In our article "Pattern-mixture model in network meta-analysis of binary missing outcome data: one-stage or two-stage approach?" we compare the exact likelihood (one-stage approach) with the approximate normal likelihood (two-stage approach) for the synthesis of trials on a binary outcome in the presence of missing outcome data (MOD). Inititally, we perform an empirical study that includes 29 networks of interventions from several health-fields. Then, we complement the empirical results with a simulation study on a triangle network.

Installation

You can download the package with the developed functions directly from GitHub or use the R package devtools:

install.packages("devtools")
devtools::install_github("LoukiaSpin/One-stage-vs-two-stage-PM-models", build_vignettes = T)

Dataset

The dataset with all 29 analysed networks can be found in the namesake folder in two formats:

  1. the .txt file with the dataset being in the wide format, where each trial occupies one line and as many columns for each extracted information (number of observed events, MOD, and randomised participants) as the number of investigated interventions (i.e. arm-based data);
  2. the .RData files with the dataset being prepared as a list of networks. We have prepared the dataset to be specific to the analysis approach:
    • a wide format for the one-stage approach (One-stage model_NMA Dataset.RData) as explained in the first point.
    • a long format for the two-stage approach (Two-stage model_NMA Dataset.RData) where each trial occupies as many lines as the number of possible comparisons and the analysed information comprises the corresponsing log odds ratios (OR) and their standard errors obtained by applying the pattern-mixture (PM) model upfront (i.e. contrast-based data).

Empirical analysis

The code to perform the empirical analysis for the one-stage and two-stage approaches can be found in the folder R scripts/Empirical study. The analysis is performed separately for each approach to obtain the results for the necessary parameters as a .txt file:

  1. use the R script Full RE-NMA Consistency_One-stage model.R for the one-stage approach to perform a Bayesian random-effects network meta-analysis (NMA) with consistency equations and accommodation of multi-arm trials based on the code of Dias et al. [1] (Example 1(c) in the Appendix, there) for arm-based data that we extended to incorporate the PM model for binary data (Spineli et al. [2]).
  2. use the R script Full RE-NMA Consistency_Two-stage model.R for the two-stage approach to perform a Bayesian random-effects NMA with consistency equations and accommodation of multi-arm trials based on the code of Dias et al. [1] (Example 7(a) in the Appendix, there) for contrast-based data.
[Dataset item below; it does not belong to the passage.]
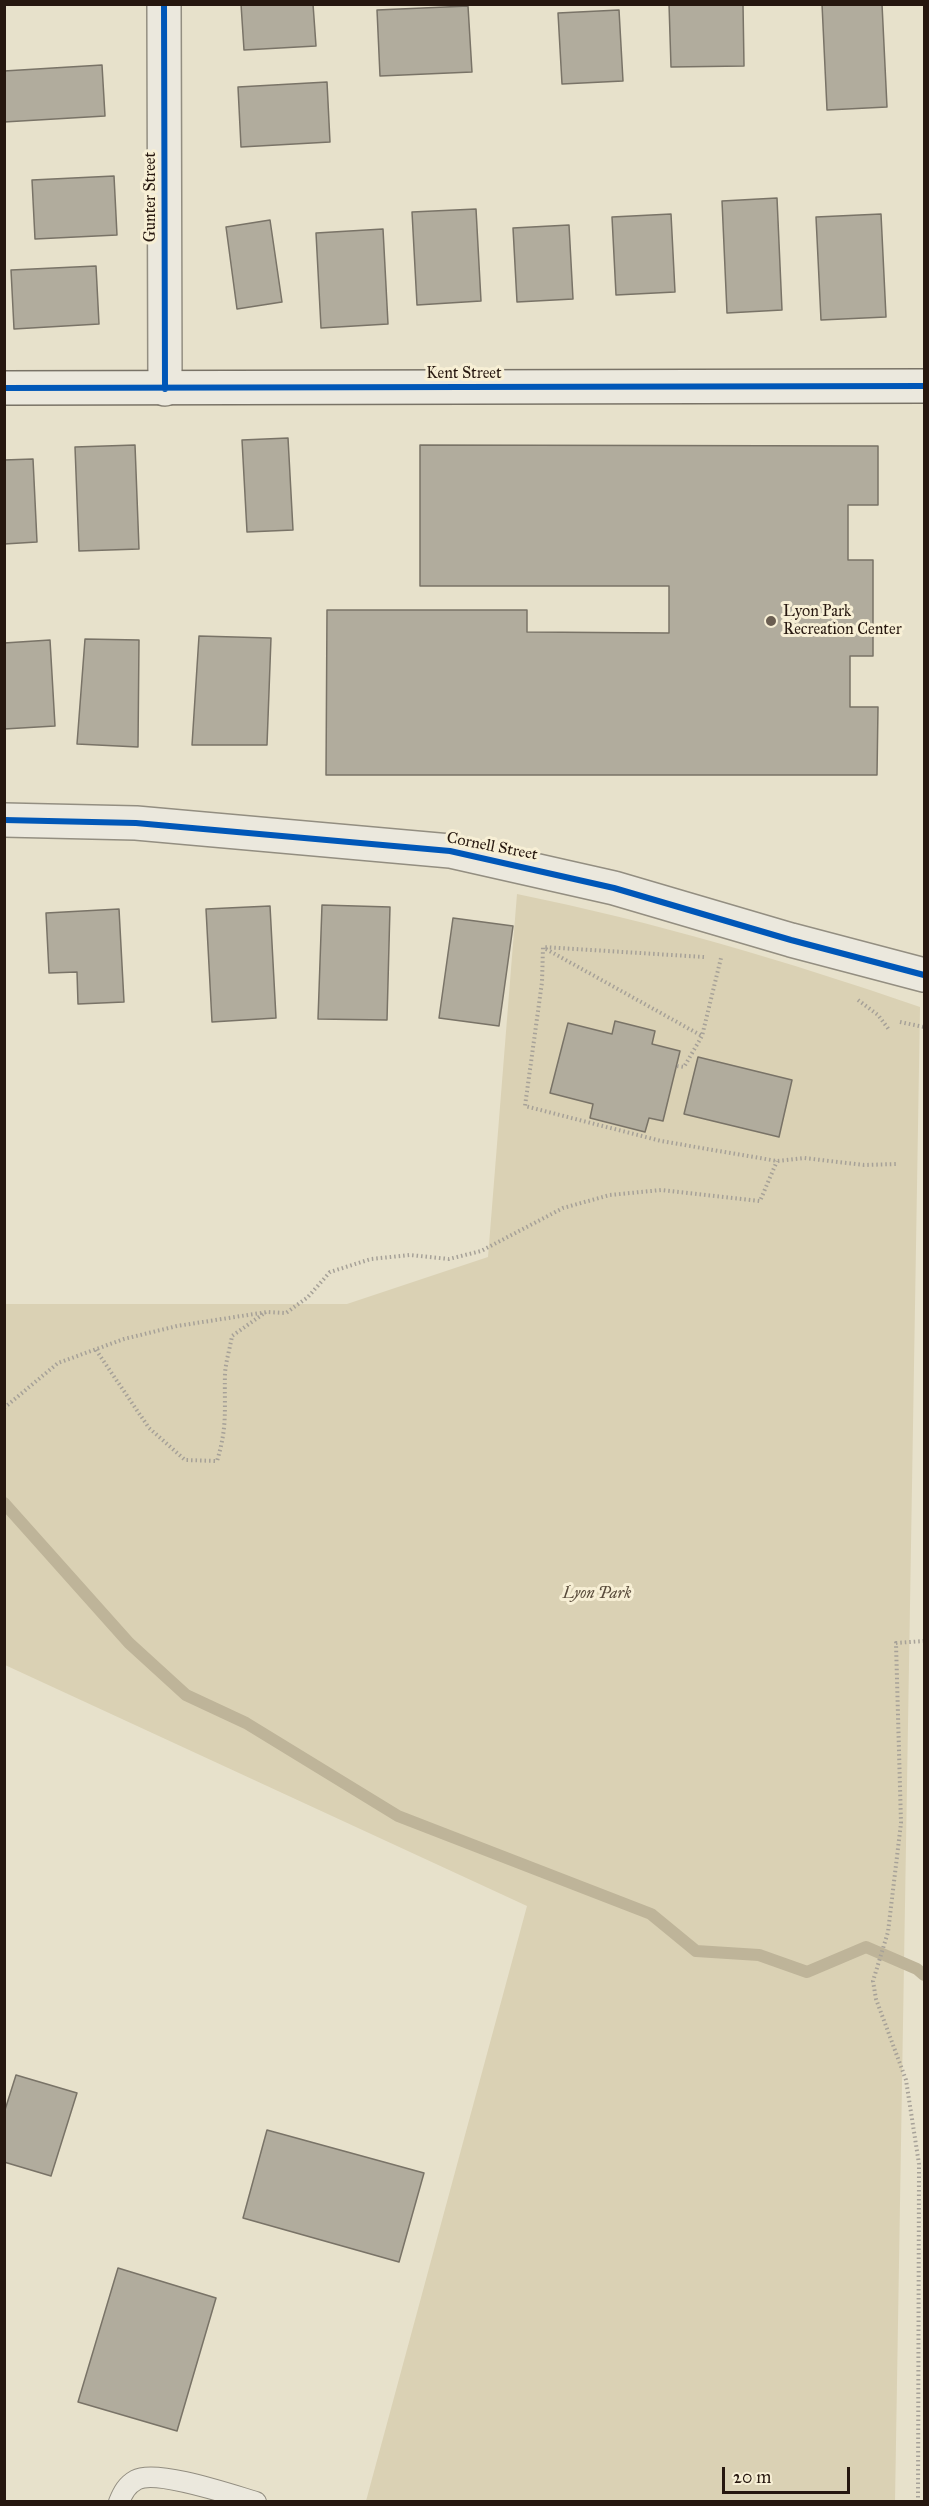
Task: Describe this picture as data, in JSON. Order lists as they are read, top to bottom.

Both R scripts load the .txt file Empirical prior distributions for between-trial variance that is located in the folder Dataset. This file includes the parameters mean and standard deviation (as well as the median and third quartile) of the log-normal distribution for τ2 that is specific to the intervention-comparison type and outcome type as investigated in each network. We referred to Turner et al. [3] to select the proper empirically-based distribution for each network.

Furthermore, both R scripts 'call' the corresponding models (in .txt format) from the folder Model scripts to perform the NMA.

Curious how the output looks like?

The folder Output/Empirical study includes the posterior results in .txt files for the following model parameters per approach:

  • the NMA log OR for comparisons with the reference intervention of each network (LOR_One-stage_Results.txt, and LOR_Two-stage_Results.txt),
  • the within-trial log ORs (theta_One-stage_Results.txt, and theta_Two-stage_Results.txt), and
  • the τ2, one for each network (tausq_One-stage_Results.txt, and tausq_Two-stage_Results.txt).

At the end of the R scripts mentioned above, we have added the necessary code to obtain and save these results as .txt straightforwardly.

References

  1. Dias S, Sutton AJ, Ades AE, Welton NJ. Evidence synthesis for decision making 2: a generalized linear modeling framework for pairwise and network meta-analysis of randomized controlled trials. Med Decis Mak. 2013;33(5):607–17.
  2. Spineli LM. An empirical comparison of Bayesian modelling strategies for missing binary outcome data in network meta-analysis. BMC Med Res Methodol. 2019; 19(1):86.
  3. Turner RM, Jackson D, Wei Y, Thompson SG, Higgins JP. Predictive distributions for between-study heterogeneity and simple methods for their application in Bayesian meta-analysis. Stat Med. 2015; 34(6):984–98.

Simulation analysis

The code to generate the 1,000 triangle networks of two-arm trials is provided as .R file Generate triangles_Simulation part A in the folder R scripts/Simulation study. Alternatively, you can use directly the .RData file 1000 simulated two-arm networks with the generated triangles to proceed with the analysis.

For the analysis of the generated triangles, we provide the code as .R file Analyse generated triangles_Simulation part B in the folder R scripts/Simulation study. This R script 'calls' the .txt files Full RE-NMA One-stage IMOR Pattern-mixture model and Full RE-NMA Two-stage IMOR Pattern-mixture model_Two-arm trials to perform NMA under the one-stage and two-stages approaches, respectively.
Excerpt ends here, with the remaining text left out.